Back to school is as exciting as ever

By Michael Leppert, MichaelLeppert.com

I went back to school in 2019 for the first time in almost 30 years. As much as I love the classic 1986 movie, “Back to School,” my middle-aged return to campus didn’t have much in common with the Rodney Dangerfield version. I got all of the partying, romance and competitiveness of college out of my system the first time around. Schoolwork came easy for me back then, clearing the way to spend most of my youthful energy on college-life drama instead of scholarly pursuits. Oh, what wasted time!

Wasted time and energy are often the leading regrets mature people like me have when reminiscing.

In Texas, I wonder if Gov.Greg Abbott’s administration is having similar feelings as they look back at their defiant and immature banning of mask mandates in Texas schools earlier this year. On Thursday, the Texas Education Agency issued a new public health guidance letter in which it announced the governor’s executive order that included provisions for the ban on mask mandates “are not being enforced as the result of ongoing litigation.”

Uh, it is actually difficult to believe that state government is fearful of “ongoing litigation” when the Texas Supreme Court has already ruled that the ban on mask mandates is legal. OK, that dozens of local entities have matched Abbott’s defiance by proceeding with mask mandates anyway might have had an impact. Or maybe the startling infection rates there finally have made an impression. Whatever the reason, the announcement that the ban will not be enforced for the time being is still a welcome return to sanity. Maybe most schools will be able to stay open there as a result–though one West Texas school district has already closed for two weeks to quarantine. Those heavy doses of reality are almost certainly the reason for the new guidance.

Back here in Indiana, we don’t have a statewide ban on mask mandates, or a governor interested in issuing one. Indiana University’s vaccination requirement appears to have withstood the weak legal arguments made against it. However, local school board meetings are as animated here as they are anywhere else, I suppose. And though most K-12 schools in the state have been back in the classroom for a while now, and I have begun teaching college classes.

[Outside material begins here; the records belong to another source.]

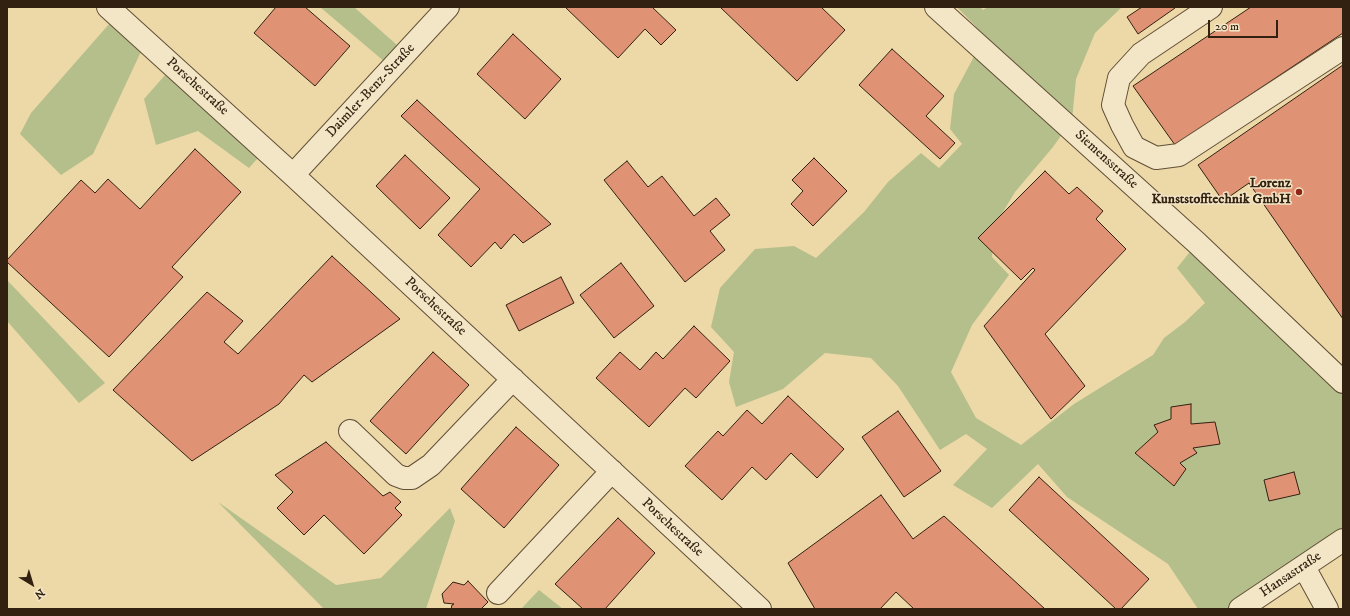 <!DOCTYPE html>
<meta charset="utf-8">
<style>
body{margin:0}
#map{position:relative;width:1350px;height:616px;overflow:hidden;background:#edd8a8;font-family:"IM FELL DW Pica",serif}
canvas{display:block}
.frame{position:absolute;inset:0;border:8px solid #322111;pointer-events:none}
.north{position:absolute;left:12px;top:564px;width:40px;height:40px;-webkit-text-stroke:3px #f3e6c6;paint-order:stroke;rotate:142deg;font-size:11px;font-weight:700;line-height:16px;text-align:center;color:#322111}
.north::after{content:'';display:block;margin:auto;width:14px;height:18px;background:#322111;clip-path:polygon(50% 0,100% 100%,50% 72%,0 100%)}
.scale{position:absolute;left:1208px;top:20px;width:70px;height:18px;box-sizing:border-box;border:2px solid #322111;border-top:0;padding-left:5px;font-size:12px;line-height:14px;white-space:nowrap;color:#322111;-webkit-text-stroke:3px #f3e6c6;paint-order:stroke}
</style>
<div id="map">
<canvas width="1350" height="616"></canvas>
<div class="frame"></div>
<div class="north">N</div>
<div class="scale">20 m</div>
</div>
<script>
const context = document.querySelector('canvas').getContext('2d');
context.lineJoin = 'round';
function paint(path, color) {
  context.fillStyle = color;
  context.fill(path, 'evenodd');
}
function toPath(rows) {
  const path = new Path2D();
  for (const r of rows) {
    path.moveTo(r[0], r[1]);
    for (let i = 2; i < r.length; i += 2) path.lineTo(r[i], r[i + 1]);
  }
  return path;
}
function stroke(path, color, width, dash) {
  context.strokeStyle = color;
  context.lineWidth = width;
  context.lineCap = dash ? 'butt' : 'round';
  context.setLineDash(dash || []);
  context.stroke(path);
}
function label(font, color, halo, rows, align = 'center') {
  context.font = font + ' "IM FELL DW Pica",serif';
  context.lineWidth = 3;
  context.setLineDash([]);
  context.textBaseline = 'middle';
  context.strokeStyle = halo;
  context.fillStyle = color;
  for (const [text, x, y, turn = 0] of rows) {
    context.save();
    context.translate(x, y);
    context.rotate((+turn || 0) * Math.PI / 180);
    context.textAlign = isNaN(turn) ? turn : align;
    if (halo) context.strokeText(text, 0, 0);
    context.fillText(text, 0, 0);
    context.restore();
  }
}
const green = toPath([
 [320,7,354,7,406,53,392,68],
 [957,7,980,7,983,10,988,7,1122,7,1095,33,1076,79,1072,120,1053,147,1015,192,994,227,992,257,1009,275,972,325,951,372,976,418,1021,445,1074,404,1153,355,1164,338,1185,322,1205,303,1177,268,1197,243,1343,382,1343,540,1240,609,1198,609,1168,564,1067,497,1038,464,992,508,953,485,987,449,966,434,940,450,898,386,871,358,825,353,783,389,736,407,729,382,734,352,711,327,720,288,755,249,794,246,816,258,864,212,888,182,921,153,939,168,962,144,950,129,954,94,985,36],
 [117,15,146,41,93,154,61,175,20,134,31,113],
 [173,66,265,150,249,168,198,131,156,145,144,99],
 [7,280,105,383,79,403,7,321],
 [218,502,336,585,381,578,450,508,455,521,426,609,324,609],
 [539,590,563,609,521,609]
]);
const building = toPath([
 [276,7,305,7,350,46,315,86,254,33,276,7],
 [565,7,652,7,676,30,661,45,645,29,618,58,565,7],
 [720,7,821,7,845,30,797,81,720,7],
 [1142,7,1175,7,1175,8,1138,34,1127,17,1142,7],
 [1251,7,1343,7,1343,33,1175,145,1133,86,1251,7],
 [513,34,561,79,525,119,477,74,513,34],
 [892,49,944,96,926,116,955,143,940,159,859,85,892,49],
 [1343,65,1343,319,1249,183,1223,201,1198,165,1343,65],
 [417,100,551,224,523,243,514,234,501,249,495,242,471,267,438,235,480,189,401,116,417,100],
 [195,149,241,192,172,267,183,277,109,357,7,262,7,260,81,180,95,193,108,179,140,209,195,149],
 [405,155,450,198,420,229,376,186,405,155],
 [814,158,847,191,813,226,791,204,803,191,792,180,814,158],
 [627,161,648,187,662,176,694,216,716,198,730,215,710,231,725,250,685,282,604,180,627,161],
 [1045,171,1069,194,1077,187,1103,211,1096,219,1126,249,1045,334,1085,386,1051,419,984,326,1035,270,1033,268,1021,280,978,238,1045,171],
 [332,256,400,319,312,382,304,375,279,404,192,461,113,390,207,292,243,321,224,342,238,354,332,256],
 [621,263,654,306,614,338,580,295,621,263],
 [561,277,574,303,519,331,506,305,561,277],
 [694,326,730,361,696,398,685,388,649,427,596,378,620,352,640,370,656,352,663,359,694,326],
 [433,352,469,385,406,454,370,421,433,352],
 [788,396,844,449,817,478,791,453,766,480,752,467,722,500,685,466,718,431,723,436,747,410,762,424,788,396],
 [1191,404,1191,424,1215,422,1220,444,1193,448,1197,453,1180,463,1186,469,1174,486,1135,453,1158,432,1154,425,1171,419,1171,407,1191,404],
 [898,411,941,471,904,497,862,437,898,411],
 [516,427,559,465,504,528,461,489,516,427],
 [326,442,383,496,390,492,401,502,395,508,402,515,364,554,324,515,304,535,277,508,293,492,275,475,326,442],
 [1294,472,1300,494,1269,501,1264,480,1294,472],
 [1039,477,1149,579,1121,609,1116,609,1009,510,1039,477],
 [881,495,913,539,944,516,1045,609,914,609,896,592,880,609,815,609,788,563,881,495],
 [618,518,655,553,605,609,583,609,555,584,618,518],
 [468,581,488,602,481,609,451,609,452,605,454,604,444,603,442,594,453,582,464,585,468,581]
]);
const minor = toPath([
 [108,7,293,175,760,609],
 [936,7,1197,243,1343,382],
 [1211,7,1141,54,1119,78,1113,105,1122,125,1134,147,1156,158,1179,155,1343,48],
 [293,175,448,7],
 [350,431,396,475,404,478,412,478,431,465,513,379],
 [1304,567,1327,609],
 [498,593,612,471],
 [1240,609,1343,540]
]);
const markers = [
 [1299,192,4,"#8f2418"]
];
const streetNames = [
 ["Porschestraße",197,87,42],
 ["Daimler-Benz-Straße",371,91,-47],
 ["Siemensstraße",1106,160,42],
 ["Porschestraße",435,307,43],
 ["Porschestraße",672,528,43],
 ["Hansastraße",1291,575,-34]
];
const poiNames = [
 ["Lorenz",1291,184],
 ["Kunststofftechnik GmbH",1291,200]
];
paint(green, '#b4bf8b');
paint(building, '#df9274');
stroke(building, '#322111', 1);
stroke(minor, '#614f37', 24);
stroke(minor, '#f3e6c6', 22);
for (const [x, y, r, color] of markers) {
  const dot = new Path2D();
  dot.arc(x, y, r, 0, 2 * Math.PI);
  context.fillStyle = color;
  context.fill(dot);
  stroke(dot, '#f3e6c6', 1.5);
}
label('14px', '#322111', '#f3e6c6', streetNames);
label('bold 14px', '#322111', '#f3e6c6', poiNames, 'right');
</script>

My wife bought me a half a dozen new shirts and two new pairs of shoes for the occasion. That is at least double my best back-to-school haul ever.

I completed my graduate work as a student last summer, at least for the time being. So, while I am primarily a teacher now, I am learning so much I still feel very much like a student. That’s what happens at school, and that part of my educational journey is just beginning. Being forced to teach in an online platform last fall was not nearly as fun as being there in person, but I had already grown as a teacher in my second year and my students actually learned considerably more in my class even under those less than ideal circumstances. The volume of work I assigned them skyrocketed, as did their evaluations of my job performance. They adapted and grew in the environment that existed last year, just like I did.

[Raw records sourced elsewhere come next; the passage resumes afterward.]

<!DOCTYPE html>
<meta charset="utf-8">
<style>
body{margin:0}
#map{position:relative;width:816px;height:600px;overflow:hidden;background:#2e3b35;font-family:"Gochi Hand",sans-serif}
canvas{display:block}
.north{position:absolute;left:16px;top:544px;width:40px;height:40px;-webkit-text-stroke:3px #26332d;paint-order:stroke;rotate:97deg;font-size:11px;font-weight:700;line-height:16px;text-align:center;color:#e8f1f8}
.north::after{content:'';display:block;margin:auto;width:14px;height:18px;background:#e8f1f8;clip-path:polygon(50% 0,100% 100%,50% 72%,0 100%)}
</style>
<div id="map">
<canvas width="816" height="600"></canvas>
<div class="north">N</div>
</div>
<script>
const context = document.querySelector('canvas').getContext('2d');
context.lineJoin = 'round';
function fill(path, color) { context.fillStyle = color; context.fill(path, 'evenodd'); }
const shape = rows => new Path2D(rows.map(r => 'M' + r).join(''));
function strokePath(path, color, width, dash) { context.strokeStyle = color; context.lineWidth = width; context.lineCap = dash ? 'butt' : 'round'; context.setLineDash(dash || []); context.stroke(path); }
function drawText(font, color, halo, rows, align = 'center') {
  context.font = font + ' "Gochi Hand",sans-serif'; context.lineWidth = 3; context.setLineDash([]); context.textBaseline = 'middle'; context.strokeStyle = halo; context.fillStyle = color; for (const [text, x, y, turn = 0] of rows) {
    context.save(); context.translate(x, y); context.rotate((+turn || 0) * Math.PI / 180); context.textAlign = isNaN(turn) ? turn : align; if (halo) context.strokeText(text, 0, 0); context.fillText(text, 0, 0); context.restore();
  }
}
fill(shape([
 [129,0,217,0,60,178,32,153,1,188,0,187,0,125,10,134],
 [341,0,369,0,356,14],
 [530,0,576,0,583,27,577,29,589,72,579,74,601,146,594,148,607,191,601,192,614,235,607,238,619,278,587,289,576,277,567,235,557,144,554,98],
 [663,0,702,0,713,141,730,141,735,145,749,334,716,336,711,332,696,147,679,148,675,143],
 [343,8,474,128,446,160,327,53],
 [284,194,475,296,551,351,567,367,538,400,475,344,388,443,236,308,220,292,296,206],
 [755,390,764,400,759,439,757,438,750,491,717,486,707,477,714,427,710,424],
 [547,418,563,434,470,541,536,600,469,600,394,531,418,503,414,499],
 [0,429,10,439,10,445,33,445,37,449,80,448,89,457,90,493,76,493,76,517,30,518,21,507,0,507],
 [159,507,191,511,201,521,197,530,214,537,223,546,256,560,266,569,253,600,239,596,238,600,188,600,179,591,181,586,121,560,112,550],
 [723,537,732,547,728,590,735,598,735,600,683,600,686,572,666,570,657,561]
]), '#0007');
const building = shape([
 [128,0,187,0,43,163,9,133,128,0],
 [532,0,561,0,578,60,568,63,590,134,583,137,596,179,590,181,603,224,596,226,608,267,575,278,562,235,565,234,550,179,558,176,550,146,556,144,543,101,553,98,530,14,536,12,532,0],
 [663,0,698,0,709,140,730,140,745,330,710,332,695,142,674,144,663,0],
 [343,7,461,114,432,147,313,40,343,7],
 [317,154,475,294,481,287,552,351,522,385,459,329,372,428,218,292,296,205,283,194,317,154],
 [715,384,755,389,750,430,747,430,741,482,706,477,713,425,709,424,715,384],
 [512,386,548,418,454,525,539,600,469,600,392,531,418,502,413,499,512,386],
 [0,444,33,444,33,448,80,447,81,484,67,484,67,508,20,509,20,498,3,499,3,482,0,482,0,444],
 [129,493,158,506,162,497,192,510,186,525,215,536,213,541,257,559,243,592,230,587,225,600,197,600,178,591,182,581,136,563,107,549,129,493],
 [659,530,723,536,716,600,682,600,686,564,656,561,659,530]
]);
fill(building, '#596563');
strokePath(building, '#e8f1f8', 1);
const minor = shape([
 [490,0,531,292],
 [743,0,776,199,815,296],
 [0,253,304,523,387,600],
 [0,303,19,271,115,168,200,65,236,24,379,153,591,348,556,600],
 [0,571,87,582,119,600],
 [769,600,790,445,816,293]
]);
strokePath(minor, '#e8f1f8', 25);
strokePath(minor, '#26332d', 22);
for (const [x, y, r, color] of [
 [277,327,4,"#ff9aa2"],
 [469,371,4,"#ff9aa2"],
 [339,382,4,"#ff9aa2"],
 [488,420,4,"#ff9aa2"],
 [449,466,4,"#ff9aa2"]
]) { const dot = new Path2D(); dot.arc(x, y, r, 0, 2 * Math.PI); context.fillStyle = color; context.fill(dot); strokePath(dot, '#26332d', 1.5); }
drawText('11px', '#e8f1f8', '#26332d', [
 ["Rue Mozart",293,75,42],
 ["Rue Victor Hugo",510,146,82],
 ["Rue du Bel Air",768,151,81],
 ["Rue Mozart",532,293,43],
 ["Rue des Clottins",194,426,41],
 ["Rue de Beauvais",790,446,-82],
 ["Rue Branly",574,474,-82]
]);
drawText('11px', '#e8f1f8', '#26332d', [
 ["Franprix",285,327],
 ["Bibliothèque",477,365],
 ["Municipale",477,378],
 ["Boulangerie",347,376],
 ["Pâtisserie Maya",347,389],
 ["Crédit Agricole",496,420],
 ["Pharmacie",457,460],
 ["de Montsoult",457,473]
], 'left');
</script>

As is often the case with late-in-life returns to academia, there are generally only two reasons for a 50-something-year-old to be there: the ambition to earn a more impressive piece of paper proclaiming one’s brilliance, and/or a real desire to learn. I admit enrolling in graduate school primarily for the former. But the latter is what hooked me. I am a naturally curious person. I am that guy who never completely grew out of the irritating “why” stage so many 3- or 4-year-olds go through. But Google didn’t exist when I was a child, and now that it does, it isn’t enough.

But this isn’t all about me. I will have 168 students in my classes this fall. They need me to do well, and I feel that pressure. Happily so.

I am returning to campus and am giddy with excitement. No longer do I teach one class, two days a week. No longer is it a side gig. I am teaching five classes. I am in class four days a week, at two different schools, in three different buildings. I have upperclassmen and underclassmen. The enormity of it all would be intimidating if it weren’t for the enthusiasm.

And we will all be wearing masks.

And I couldn’t care less about that.